All of the above applies to me! Yet I have Jesus' attention.
Love does not use people; therefore Jesus did not treat people as a means to some other end. The person who calls and asks "How are you today?" isn't interested in how I am today, but is trying to sell me something. Jesus isn't trying to sell anything.
Jesus "is never recorded as saying no to anyone. Anyone can claim his time, if they can find a way to him through the crowd, and when someone does, whatever their reason is, he speaks to them as if the dust and the noise and the reaching hands had receded and nothing else were going on in the wide world but he and they talking. All his conversations seem to be personal."
- Spufford, 128
When Jesus counsels the rich man to give away all his things he's not doing this to alienate him; this is Jesus' real prescription for the man's problems.
Jesus "seems to know the names of strangers without asking. He knows things about their histories too.

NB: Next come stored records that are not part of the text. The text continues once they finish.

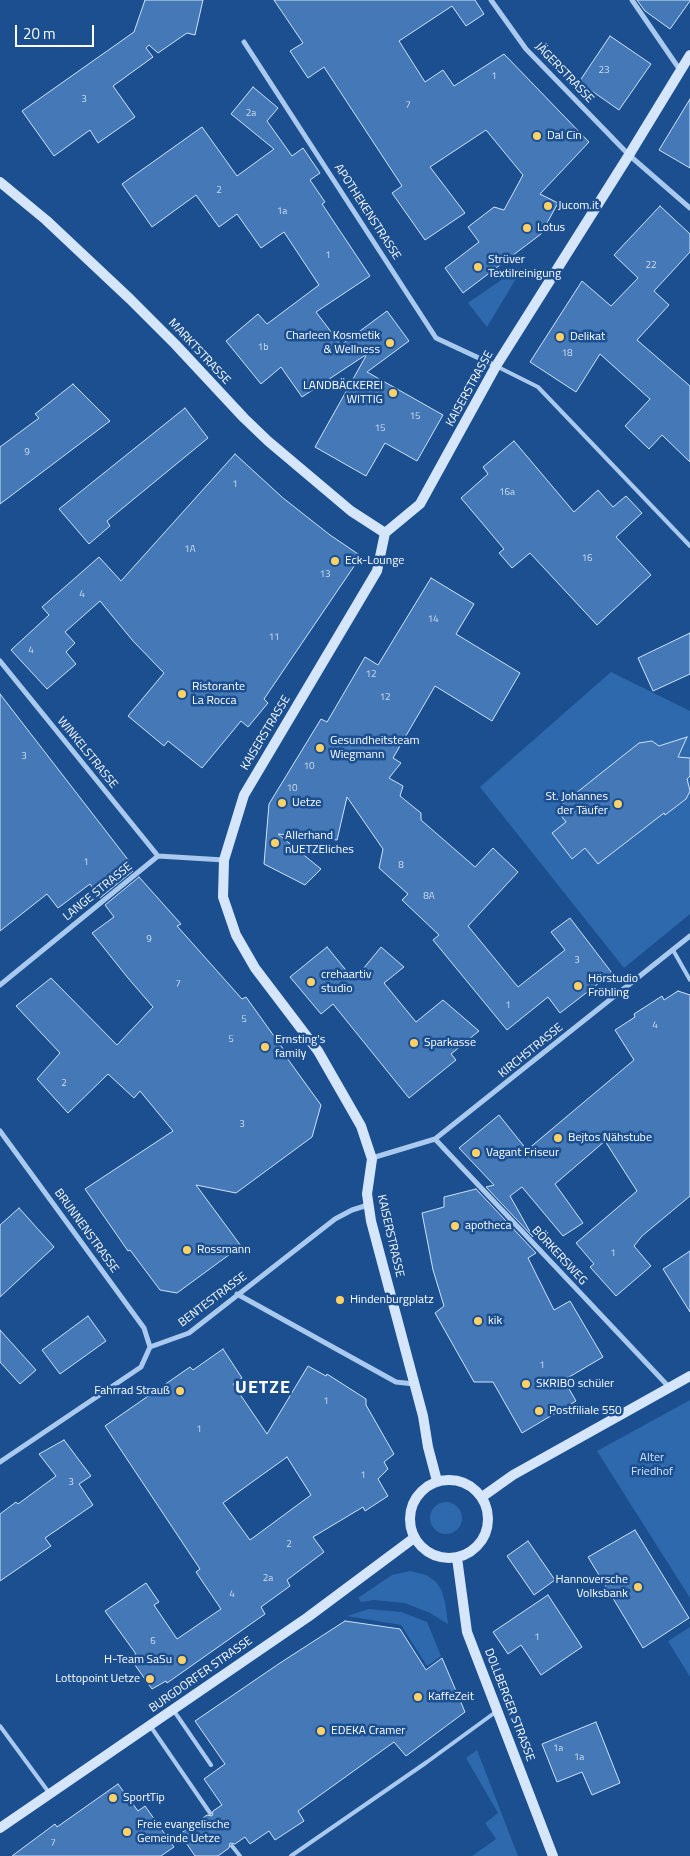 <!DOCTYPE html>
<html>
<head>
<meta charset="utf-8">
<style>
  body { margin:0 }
  #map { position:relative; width:690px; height:1856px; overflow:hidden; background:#1b4f8f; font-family:"Titillium Web",sans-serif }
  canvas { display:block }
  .scale { position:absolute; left:15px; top:25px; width:79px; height:22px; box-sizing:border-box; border:2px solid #fff; border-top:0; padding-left:6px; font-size:15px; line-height:18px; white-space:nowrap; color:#fff; -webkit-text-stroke:4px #1b4f8f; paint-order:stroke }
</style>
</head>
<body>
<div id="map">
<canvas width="690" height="1856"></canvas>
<div class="scale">20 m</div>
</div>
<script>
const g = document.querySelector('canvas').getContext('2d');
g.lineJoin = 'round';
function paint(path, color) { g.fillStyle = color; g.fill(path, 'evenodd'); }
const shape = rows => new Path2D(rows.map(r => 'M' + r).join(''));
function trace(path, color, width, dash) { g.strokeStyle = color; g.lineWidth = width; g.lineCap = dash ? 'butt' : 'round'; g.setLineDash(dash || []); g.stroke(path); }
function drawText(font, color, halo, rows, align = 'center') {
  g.font = font + ' "Titillium Web",sans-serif'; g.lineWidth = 5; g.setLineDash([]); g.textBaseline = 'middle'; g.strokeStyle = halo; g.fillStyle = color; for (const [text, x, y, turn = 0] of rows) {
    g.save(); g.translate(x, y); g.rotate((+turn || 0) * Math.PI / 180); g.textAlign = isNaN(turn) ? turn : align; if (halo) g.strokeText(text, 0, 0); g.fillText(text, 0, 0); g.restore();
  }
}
const green = shape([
  [517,269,520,272,487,327,468,303],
  [611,672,690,711,690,914,624,968,480,787],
  [690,1400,690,1598,597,1451],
  '430 1518a16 16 0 1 1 32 0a16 16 0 1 1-32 0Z',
  [410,1571,426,1575,436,1582,441,1589,445,1602,448,1624,430,1613,405,1603,374,1600,361,1602,358,1598,392,1575],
  [369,1609,401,1612,427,1622,441,1656,427,1666,401,1625,347,1616],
  [690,1627,690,1677,668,1641],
  [477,1750,501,1812,518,1856,472,1856,496,1839,485,1823,498,1813,466,1758]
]);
const building = shape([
  [145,0,203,0,195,35,187,33,158,53,149,45,146,48,153,57,113,86,135,117,98,143,90,130,54,156,22,111,134,32,145,0],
  [274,0,475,0,484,14,466,26,452,6,399,41,425,82,443,70,454,86,504,54,589,142,540,194,558,203,541,234,463,293,445,268,479,242,468,227,494,207,504,210,523,175,486,130,430,167,465,213,425,240,392,193,402,186,324,67,308,78,290,51,303,43,274,0],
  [637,0,690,0,690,1,670,29,645,11,637,0],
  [610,36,651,64,619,110,579,82,610,36],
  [253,87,278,108,267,121,292,156,303,148,320,173,310,180,325,202,322,204,370,276,316,312,341,345,387,311,409,341,367,372,443,415,417,461,385,443,366,476,315,447,367,354,302,397,281,367,261,384,226,341,258,314,267,324,319,285,284,232,261,248,237,214,219,227,196,195,152,227,122,184,202,127,237,176,274,149,231,114,253,87],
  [690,99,690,168,659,150,690,99],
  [660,206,690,234,690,252,654,291,669,305,637,340,690,386,690,462,662,435,649,449,625,426,650,399,600,354,576,392,530,362,582,281,611,306,638,278,614,255,660,206],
  [73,384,110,421,0,504,0,447,39,418,35,414,73,384],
  [185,408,208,438,107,521,110,526,89,544,59,509,185,408],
  [514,441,574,512,598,490,613,507,626,496,642,513,616,537,651,575,597,625,530,553,512,568,499,553,504,549,461,498,488,474,483,467,514,441],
  [235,454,283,498,330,535,361,556,264,699,268,703,248,727,241,721,202,768,168,741,164,746,128,716,164,673,133,641,100,601,65,632,75,643,66,652,76,664,47,689,11,650,49,615,42,607,99,557,121,581,235,454],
  [431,578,474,604,456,634,520,673,492,721,435,686,393,758,401,763,389,778,403,786,400,796,421,813,421,820,475,867,493,848,518,872,468,926,518,987,565,950,551,932,570,918,612,973,560,1013,548,997,507,1030,433,940,439,935,402,900,408,894,379,868,383,849,347,797,337,840,278,834,321,869,305,885,264,864,269,804,321,719,327,722,365,657,378,665,431,578],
  [690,633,690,674,653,691,638,658,690,633],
  [0,694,129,861,126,863,133,871,100,898,90,884,58,908,47,894,0,931,0,694],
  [687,737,678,757,690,758,690,776,687,779,690,791,686,799,665,815,664,813,598,864,585,848,572,859,552,833,566,822,556,809,639,743,652,741,659,746,687,737],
  [139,877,181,924,177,926,242,999,246,997,289,1057,287,1058,321,1105,312,1137,236,1193,196,1185,241,1246,177,1293,160,1290,130,1250,128,1251,85,1189,173,1131,140,1091,134,1098,108,1074,68,1113,67,1112,37,1079,60,1053,16,1006,51,978,117,1045,153,1007,128,978,92,933,114,917,105,905,139,877],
  [327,947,354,980,381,947,404,967,384,983,416,1022,443,1000,479,1031,451,1054,456,1060,409,1098,333,1004,321,1014,290,977,327,947],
  [678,991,690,995,690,1196,642,1236,634,1246,651,1266,616,1296,590,1267,594,1264,576,1243,637,1191,605,1141,555,1184,583,1223,563,1236,522,1187,510,1196,533,1237,486,1187,494,1185,459,1148,499,1115,527,1150,634,1060,615,1030,635,1017,634,1014,662,996,664,1000,678,991],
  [476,1189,536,1253,528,1258,554,1310,570,1301,603,1357,564,1380,576,1401,522,1433,493,1382,474,1382,435,1313,444,1306,433,1270,422,1213,444,1207,444,1197,476,1189],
  [19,1208,54,1247,0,1297,0,1225,19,1208],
  [690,1251,690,1312,663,1269,690,1251],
  [88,1316,106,1341,60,1374,42,1350,88,1316],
  [0,1330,36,1370,20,1384,0,1362,0,1330],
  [223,1349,242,1378,233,1384,267,1434,308,1366,326,1376,327,1374,366,1399,366,1405,394,1454,384,1462,388,1469,378,1479,388,1496,365,1511,363,1507,313,1537,324,1552,287,1580,290,1586,261,1607,265,1614,167,1683,166,1681,152,1689,130,1658,136,1654,105,1611,146,1583,159,1602,154,1605,177,1639,221,1609,196,1572,200,1569,105,1426,190,1367,193,1370,223,1349],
  [287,1457,311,1495,250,1540,223,1503,287,1457],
  [64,1440,91,1476,79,1484,93,1505,45,1538,51,1546,0,1581,0,1514,16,1502,18,1504,56,1476,39,1454,64,1440],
  [635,1530,689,1618,643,1648,588,1557,635,1530],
  [528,1541,555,1580,534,1595,507,1556,528,1541],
  [548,1595,582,1647,541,1675,521,1645,508,1654,493,1632,548,1595],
  [345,1621,400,1629,426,1670,442,1658,465,1712,406,1756,394,1742,298,1811,304,1821,275,1840,269,1831,250,1844,245,1837,235,1844,230,1843,229,1848,218,1856,195,1856,180,1834,207,1815,212,1816,213,1811,222,1805,204,1779,225,1764,195,1721,280,1663,345,1621],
  [596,1722,620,1783,592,1795,582,1772,557,1782,542,1744,596,1722],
  [118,1784,138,1811,145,1806,174,1847,161,1856,12,1856,55,1824,57,1827,118,1784]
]);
const lane = shape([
  [496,366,538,387,690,546],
  [673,950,690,980],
  [174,1711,211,1765],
  [0,1726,50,1794],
  [151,1727,210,1813],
  [232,1846,240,1856],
  [291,1856,427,1762,497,1711]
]);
const street = shape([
  [491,0,526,49,629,155,690,208],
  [632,0,680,70],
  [244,42,436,338,496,366],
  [0,661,158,856],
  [0,985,158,856,224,860],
  [0,1131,144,1328,150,1347],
  [435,1139,669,1387],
  [372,1158,435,1139,690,936],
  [237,1294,396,1382,414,1384],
  [0,1462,141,1367,150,1347,189,1333,335,1219,352,1210,368,1205]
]);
const secondary = shape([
  [0,182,46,220,130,299,175,344,244,418,268,441,351,511,385,533],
  '410 1519a39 39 0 1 1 78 0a39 39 0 1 1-78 0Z',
  [437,1481,428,1447,423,1416,371,1221,367,1194,372,1159,361,1126,318,1051,255,968,236,935,223,897,224,860,244,795,377,571,385,533,420,504,496,366,629,155,690,55],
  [482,1497,513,1475,690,1376],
  [457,1558,467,1632,553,1856],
  [0,1828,308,1617,414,1538]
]);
const markers = [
  [537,136,5,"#ffd166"],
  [548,206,5,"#ffd166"],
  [527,228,5,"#ffd166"],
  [478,267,5,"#ffd166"],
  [560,337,5,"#ffd166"],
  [390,343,5,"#ffd166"],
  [393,393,5,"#ffd166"],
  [335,561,5,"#ffd166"],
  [182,694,5,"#ffd166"],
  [320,748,5,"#ffd166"],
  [282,803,5,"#ffd166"],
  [618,804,5,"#ffd166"],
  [275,843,5,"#ffd166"],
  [311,982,5,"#ffd166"],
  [578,986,5,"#ffd166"],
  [414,1043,5,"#ffd166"],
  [265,1047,5,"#ffd166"],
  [558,1138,5,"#ffd166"],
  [476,1153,5,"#ffd166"],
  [455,1226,5,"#ffd166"],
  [187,1250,5,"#ffd166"],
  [340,1300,5,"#ffd166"],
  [478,1321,5,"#ffd166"],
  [526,1384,5,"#ffd166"],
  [180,1391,5,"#ffd166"],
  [539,1411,5,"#ffd166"],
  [638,1587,5,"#ffd166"],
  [182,1660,5,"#ffd166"],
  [150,1679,5,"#ffd166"],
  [418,1697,5,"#ffd166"],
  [321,1731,5,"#ffd166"],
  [113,1798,5,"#ffd166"],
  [127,1832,5,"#ffd166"]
];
const numberNames = [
  ["23",604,71],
  ["1",494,77],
  ["3",84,100],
  ["7",408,106],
  ["2a",251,114],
  ["2",219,191],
  ["1a",282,212],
  ["1",328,256],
  ["22",651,266],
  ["1b",263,348],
  ["18",567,354],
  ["15",415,417],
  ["15",380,429],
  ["9",27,453],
  ["1",235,485],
  ["16a",507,493],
  ["1A",190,550],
  ["16",587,559],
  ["13",325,575],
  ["4",82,595],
  ["14",433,620],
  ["11",274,638],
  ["4",31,651],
  ["12",371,675],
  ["12",385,698],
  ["3",24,757],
  ["10",309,767],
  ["10",292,789],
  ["1",86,863],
  ["8",401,866],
  ["8A",429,897],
  ["9",149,940],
  ["3",577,961],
  ["7",178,985],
  ["1",508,1006],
  ["5",244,1020],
  ["4",655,1026],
  ["5",231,1040],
  ["2",64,1084],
  ["3",242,1125],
  ["1",613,1254],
  ["1",542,1366],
  ["1",326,1402],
  ["1",199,1430],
  ["1",363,1476],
  ["3",71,1483],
  ["2",289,1545],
  ["2a",268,1579],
  ["4",232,1595],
  ["1",537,1638],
  ["6",153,1642],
  ["1a",558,1749],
  ["1a",579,1758],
  ["7",53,1844]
];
const streetNames = [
  ["JÄGERSTRASSE",564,73,46],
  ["APOTHEKENSTRASSE",367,212,57],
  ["MARKTSTRASSE",199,352,47],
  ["KAISERSTRASSE",470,389,-61],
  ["KAISERSTRASSE",266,733,-59],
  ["WINKELSTRASSE",87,753,51],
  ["LANGE STRASSE",98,892,-39],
  ["KIRCHSTRASSE",531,1051,-39],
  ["BRUNNENSTRASSE",86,1231,54],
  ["KAISERSTRASSE",390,1236,77],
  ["BÖRKERSWEG",559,1256,47],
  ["BENTESTRASSE",213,1300,-37],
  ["BURGDORFER STRASSE",201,1675,-35],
  ["DOLLBERGER STRASSE",509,1705,69]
];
const poiNames = [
  ["Dal Cin",547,136],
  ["Jucom.it",558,206],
  ["Lotus",537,228],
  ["Strüver",488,260],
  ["Textilreinigung",488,274],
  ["Charleen Kosmetik",380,336,"right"],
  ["& Wellness",380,350,"right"],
  ["Delikat",570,337],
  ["LANDBÄCKEREI",383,386,"right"],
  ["WITTIG",383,400,"right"],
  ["Eck-Lounge",345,561],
  ["Ristorante",192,687],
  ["La Rocca",192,701],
  ["Gesundheitsteam",330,741],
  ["Wiegmann",330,755],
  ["St. Johannes",608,797,"right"],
  ["der Täufer",608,811,"right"],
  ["Uetze",292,803],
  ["Allerhand",285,836],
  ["nUETZEliches",285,850],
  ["crehaartiv",321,975],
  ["studio",321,989],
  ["Hörstudio",588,979],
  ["Fröhling",588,993],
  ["Ernsting's",275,1040],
  ["family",275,1054],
  ["Sparkasse",424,1043],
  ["Bejtos Nähstube",568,1138],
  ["Vagant Friseur",486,1153],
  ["apotheca",465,1226],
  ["Rossmann",197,1250],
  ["Hindenburgplatz",350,1300],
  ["kik",488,1321],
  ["SKRIBO schüler",536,1384],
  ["Fahrrad Strauß",170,1391,"right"],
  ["Postfiliale 550",549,1411],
  ["Hannoversche",628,1580,"right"],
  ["Volksbank",628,1594,"right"],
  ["H-Team SaSu",172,1660,"right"],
  ["Lottopoint Uetze",140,1679,"right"],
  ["KaffeZeit",428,1697],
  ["EDEKA Cramer",331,1731],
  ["SportTip",123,1798],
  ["Freie evangelische",137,1825],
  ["Gemeinde Uetze",137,1839]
];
const parkNames = [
  ["Alter",652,1458],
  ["Friedhof",652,1472]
];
const districtNames = [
  ["UETZE",263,1389]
];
paint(green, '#2e69ad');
paint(building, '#4478b7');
trace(building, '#cfe3fa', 1);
trace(lane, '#a9c9ee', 4);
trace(street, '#a9c9ee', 5);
trace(secondary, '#d6e6fa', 10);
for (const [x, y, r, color] of markers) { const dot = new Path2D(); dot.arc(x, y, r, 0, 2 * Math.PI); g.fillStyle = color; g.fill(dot); trace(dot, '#1b4f8f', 2); }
drawText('10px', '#d0dded', null, numberNames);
drawText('12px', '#fff', '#1b4f8f', streetNames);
drawText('12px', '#fff', '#1b4f8f', poiNames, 'left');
drawText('12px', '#cfe3fa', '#1b4f8f', parkNames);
g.letterSpacing = '1px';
drawText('bold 18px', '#fff', '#1b4f8f', districtNames);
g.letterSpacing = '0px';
</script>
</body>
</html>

One by one, as they get their moment with him, they are each vividly, substantially present to him. They matter. They matter in themselves. They are not means to an end ." (Ib., 129) Jesus is not some schmoozing politician trying to get votes.
For Jesus "it is not a good day for him when he wins lots of new followers, or a bad day for him when he doesn’t. Yeshua’s sense of people is not additive. More is not better. Each person in front of him is, for that moment, the one missing sheep." (Ib.)
And, writes Spufford, Jesus "is never disgusted. He never says that anything— anyone— is too dirty to be touched. That anyone is too lost to be found. Even in situations where there seem to be no grounds for human hope, he will not agree that hope is gone beyond recall . Wreckage may be written into the logic of the world, but he will not agree that it is all there is. He says, more can be mended than you fear. Far more can be mended than you know." (Ib.)